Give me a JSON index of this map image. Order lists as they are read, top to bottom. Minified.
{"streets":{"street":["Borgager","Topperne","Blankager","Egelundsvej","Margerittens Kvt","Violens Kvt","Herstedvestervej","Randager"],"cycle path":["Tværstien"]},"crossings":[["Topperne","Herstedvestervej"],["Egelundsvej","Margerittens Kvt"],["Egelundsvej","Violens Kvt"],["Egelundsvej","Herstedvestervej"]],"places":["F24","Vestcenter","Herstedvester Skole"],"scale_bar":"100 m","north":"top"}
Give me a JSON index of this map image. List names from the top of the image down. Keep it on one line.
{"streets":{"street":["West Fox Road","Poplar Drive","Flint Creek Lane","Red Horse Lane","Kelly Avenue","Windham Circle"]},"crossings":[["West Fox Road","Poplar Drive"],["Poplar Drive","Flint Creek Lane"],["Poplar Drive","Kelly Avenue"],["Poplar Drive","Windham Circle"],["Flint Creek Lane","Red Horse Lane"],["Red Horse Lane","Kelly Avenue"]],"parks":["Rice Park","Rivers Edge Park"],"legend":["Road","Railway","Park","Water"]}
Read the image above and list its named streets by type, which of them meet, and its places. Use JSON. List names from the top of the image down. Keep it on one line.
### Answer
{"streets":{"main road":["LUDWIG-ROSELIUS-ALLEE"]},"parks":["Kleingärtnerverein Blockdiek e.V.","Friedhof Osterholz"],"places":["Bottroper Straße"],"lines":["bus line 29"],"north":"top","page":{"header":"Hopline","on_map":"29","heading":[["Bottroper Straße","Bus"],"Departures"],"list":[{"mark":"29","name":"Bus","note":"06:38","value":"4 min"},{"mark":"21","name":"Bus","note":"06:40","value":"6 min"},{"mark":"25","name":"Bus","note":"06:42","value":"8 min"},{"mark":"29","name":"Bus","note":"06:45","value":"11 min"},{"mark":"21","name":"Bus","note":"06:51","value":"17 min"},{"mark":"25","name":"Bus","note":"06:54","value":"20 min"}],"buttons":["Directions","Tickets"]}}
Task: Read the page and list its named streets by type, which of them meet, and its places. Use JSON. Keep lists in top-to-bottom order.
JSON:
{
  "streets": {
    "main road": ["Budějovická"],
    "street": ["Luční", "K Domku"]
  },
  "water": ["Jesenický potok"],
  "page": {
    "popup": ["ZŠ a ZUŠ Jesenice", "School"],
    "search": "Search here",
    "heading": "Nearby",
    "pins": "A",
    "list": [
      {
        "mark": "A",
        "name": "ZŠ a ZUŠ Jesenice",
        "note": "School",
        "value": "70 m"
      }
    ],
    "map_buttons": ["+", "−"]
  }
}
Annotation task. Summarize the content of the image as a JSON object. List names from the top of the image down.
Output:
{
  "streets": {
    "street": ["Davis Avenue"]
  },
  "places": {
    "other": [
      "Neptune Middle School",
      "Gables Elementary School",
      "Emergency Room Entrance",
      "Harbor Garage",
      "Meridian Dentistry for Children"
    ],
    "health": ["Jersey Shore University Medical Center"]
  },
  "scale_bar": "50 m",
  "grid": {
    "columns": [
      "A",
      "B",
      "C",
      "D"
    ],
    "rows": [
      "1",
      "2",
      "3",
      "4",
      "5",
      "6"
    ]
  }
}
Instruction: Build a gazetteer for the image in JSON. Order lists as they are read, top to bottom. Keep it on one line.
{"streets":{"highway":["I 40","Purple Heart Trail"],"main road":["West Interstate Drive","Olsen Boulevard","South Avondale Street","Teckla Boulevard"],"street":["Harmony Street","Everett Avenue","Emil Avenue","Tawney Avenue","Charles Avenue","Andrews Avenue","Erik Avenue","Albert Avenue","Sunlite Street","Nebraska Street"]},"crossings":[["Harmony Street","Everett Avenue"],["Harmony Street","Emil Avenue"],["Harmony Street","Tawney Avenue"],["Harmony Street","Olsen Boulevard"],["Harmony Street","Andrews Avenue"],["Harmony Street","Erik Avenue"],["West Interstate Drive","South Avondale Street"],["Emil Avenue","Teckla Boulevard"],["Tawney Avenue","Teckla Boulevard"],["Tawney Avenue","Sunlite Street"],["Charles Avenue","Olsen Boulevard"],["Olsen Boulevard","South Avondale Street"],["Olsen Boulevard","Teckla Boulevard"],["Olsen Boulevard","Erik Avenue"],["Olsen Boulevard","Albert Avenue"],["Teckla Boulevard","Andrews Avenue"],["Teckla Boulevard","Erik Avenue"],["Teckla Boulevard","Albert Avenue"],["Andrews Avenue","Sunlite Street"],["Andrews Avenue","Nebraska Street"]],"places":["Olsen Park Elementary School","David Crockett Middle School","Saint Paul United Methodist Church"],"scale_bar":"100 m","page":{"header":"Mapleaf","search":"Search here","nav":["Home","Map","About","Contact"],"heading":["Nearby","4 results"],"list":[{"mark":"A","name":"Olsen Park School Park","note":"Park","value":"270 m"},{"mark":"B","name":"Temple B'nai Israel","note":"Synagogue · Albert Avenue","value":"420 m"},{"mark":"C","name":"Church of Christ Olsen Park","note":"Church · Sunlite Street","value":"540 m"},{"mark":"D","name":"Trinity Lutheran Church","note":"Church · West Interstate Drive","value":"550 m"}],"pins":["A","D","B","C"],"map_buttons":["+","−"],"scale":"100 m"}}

________________________

** Work required **
Where a line in the records above contains "named", include it in the count, and give only that number.

** Answer for this exercise **
2